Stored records
== Segment start ==
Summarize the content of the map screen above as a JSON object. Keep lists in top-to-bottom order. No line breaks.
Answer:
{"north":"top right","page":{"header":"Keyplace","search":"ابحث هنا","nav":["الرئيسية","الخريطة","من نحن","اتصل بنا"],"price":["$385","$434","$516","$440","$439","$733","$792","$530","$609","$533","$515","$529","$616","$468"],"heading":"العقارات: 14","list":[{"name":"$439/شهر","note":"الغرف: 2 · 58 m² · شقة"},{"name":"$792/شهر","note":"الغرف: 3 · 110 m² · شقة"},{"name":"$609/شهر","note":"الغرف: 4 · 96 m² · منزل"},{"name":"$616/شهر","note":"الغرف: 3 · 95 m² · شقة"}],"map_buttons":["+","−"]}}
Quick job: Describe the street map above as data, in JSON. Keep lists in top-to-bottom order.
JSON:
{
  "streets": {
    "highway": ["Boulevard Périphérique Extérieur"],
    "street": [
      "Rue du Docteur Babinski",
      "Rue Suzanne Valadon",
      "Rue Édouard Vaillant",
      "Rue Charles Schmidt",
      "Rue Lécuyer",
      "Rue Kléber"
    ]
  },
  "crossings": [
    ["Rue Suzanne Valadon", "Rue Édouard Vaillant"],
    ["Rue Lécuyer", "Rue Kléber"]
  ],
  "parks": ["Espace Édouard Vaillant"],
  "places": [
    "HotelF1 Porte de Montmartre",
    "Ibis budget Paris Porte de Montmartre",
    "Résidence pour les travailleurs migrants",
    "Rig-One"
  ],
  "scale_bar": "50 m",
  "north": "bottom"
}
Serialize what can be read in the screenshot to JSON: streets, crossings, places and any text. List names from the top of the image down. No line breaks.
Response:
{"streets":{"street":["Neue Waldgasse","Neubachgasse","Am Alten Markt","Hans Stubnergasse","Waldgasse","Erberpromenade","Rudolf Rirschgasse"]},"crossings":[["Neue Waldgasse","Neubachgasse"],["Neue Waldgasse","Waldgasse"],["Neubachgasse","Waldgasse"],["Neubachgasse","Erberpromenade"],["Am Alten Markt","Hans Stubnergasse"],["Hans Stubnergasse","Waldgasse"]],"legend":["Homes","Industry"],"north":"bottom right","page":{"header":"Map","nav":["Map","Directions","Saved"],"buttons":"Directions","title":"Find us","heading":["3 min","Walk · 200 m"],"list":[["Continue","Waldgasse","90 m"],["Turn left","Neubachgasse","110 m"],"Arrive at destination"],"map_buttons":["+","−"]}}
== Segment end ==
**TASK TO COMPLETE:** Lines containing the word "above" are to be located in the entries and copied.

**RESULT:**
Summarize the content of the map screen above as a JSON object. Keep lists in top-to-bottom order. No line breaks.
Quick job: Describe the street map above as data, in JSON. Keep lists in top-to-bottom order.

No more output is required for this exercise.